## Your assignment
Where does the word "image" occur in the data below? Copy each line that holds it.

__________________________________________________

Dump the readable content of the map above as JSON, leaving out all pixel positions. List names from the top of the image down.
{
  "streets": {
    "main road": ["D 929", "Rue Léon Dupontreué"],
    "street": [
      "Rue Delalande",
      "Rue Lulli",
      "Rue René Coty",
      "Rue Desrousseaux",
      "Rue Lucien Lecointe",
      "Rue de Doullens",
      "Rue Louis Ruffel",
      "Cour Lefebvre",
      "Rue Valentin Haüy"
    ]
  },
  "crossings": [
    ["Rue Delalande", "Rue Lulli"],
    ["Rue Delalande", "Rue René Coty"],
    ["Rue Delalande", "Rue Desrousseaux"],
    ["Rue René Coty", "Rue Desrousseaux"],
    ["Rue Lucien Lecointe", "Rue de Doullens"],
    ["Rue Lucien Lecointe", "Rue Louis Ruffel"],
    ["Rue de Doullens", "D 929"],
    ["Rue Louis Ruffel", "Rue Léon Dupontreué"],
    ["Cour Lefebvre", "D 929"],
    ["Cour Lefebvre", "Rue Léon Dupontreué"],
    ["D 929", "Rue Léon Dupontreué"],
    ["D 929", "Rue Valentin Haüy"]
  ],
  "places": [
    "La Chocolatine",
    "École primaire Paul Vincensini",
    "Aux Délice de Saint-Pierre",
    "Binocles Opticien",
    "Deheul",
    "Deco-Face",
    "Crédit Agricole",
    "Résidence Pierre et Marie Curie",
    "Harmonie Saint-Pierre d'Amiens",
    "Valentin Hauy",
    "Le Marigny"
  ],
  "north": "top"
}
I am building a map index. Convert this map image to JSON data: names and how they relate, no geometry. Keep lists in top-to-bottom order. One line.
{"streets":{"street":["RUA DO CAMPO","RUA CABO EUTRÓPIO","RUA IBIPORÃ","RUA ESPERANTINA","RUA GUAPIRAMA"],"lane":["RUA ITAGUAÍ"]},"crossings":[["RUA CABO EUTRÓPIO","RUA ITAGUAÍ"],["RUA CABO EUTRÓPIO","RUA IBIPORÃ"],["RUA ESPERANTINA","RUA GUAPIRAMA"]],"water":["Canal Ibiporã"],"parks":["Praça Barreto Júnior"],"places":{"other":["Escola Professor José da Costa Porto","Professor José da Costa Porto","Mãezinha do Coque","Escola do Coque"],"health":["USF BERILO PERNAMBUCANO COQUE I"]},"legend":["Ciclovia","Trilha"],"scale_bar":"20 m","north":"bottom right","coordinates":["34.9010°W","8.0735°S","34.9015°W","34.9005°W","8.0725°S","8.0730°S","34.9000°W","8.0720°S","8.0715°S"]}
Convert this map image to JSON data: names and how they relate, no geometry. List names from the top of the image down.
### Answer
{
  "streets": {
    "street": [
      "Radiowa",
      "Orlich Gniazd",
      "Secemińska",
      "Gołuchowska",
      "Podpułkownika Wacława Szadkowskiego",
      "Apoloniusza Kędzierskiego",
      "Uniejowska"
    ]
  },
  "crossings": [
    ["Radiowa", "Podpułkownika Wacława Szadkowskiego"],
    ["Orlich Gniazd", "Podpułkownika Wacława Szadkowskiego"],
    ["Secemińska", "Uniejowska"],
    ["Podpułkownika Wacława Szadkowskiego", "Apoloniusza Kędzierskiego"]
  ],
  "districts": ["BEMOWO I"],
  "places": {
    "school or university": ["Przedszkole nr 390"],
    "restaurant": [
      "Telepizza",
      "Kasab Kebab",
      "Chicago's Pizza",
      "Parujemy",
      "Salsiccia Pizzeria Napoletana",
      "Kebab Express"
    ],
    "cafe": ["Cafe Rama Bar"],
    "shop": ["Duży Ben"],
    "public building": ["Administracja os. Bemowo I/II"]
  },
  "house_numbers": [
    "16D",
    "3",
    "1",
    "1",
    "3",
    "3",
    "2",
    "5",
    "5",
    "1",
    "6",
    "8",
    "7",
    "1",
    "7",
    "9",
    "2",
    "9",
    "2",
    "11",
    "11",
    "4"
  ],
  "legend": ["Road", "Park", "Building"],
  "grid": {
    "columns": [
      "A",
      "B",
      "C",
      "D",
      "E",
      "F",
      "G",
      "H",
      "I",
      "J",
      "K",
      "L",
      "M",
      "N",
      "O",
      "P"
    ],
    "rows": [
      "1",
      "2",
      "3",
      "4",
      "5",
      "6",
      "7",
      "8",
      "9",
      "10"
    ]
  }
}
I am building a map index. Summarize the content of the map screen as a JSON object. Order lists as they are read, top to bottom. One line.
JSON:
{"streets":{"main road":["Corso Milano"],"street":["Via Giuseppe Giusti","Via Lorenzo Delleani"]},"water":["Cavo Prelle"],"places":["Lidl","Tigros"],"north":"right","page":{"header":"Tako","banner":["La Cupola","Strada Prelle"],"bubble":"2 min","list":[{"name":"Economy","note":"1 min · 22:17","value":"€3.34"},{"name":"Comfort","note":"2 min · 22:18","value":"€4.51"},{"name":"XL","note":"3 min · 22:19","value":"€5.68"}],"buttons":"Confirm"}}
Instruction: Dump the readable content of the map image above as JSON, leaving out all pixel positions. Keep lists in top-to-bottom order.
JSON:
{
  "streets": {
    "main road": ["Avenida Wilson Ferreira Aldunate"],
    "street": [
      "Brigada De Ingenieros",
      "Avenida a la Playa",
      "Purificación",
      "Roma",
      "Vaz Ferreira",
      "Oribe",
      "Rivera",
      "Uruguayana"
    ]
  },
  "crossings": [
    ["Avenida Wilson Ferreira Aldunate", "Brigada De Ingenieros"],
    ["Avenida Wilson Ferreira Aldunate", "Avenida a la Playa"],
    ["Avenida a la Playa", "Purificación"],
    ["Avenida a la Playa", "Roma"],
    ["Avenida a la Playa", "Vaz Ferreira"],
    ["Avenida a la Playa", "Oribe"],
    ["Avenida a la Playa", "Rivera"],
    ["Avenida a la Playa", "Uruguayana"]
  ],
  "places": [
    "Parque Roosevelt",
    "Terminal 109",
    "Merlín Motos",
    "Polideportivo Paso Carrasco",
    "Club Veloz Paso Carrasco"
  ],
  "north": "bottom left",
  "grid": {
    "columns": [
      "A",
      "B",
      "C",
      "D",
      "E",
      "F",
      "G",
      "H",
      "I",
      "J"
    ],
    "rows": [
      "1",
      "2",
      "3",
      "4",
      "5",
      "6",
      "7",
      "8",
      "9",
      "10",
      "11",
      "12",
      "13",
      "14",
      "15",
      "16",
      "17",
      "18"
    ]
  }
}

__________________________________________________

## Response to this task
Dump the readable content of the map above as JSON, leaving out all pixel positions. List names from the top of the image down.
I am building a map index. Convert this map image to JSON data: names and how they relate, no geometry. Keep lists in top-to-bottom order. One line.
Convert this map image to JSON data: names and how they relate, no geometry. List names from the top of the image down.
Instruction: Dump the readable content of the map image above as JSON, leaving out all pixel positions. Keep lists in top-to-bottom order.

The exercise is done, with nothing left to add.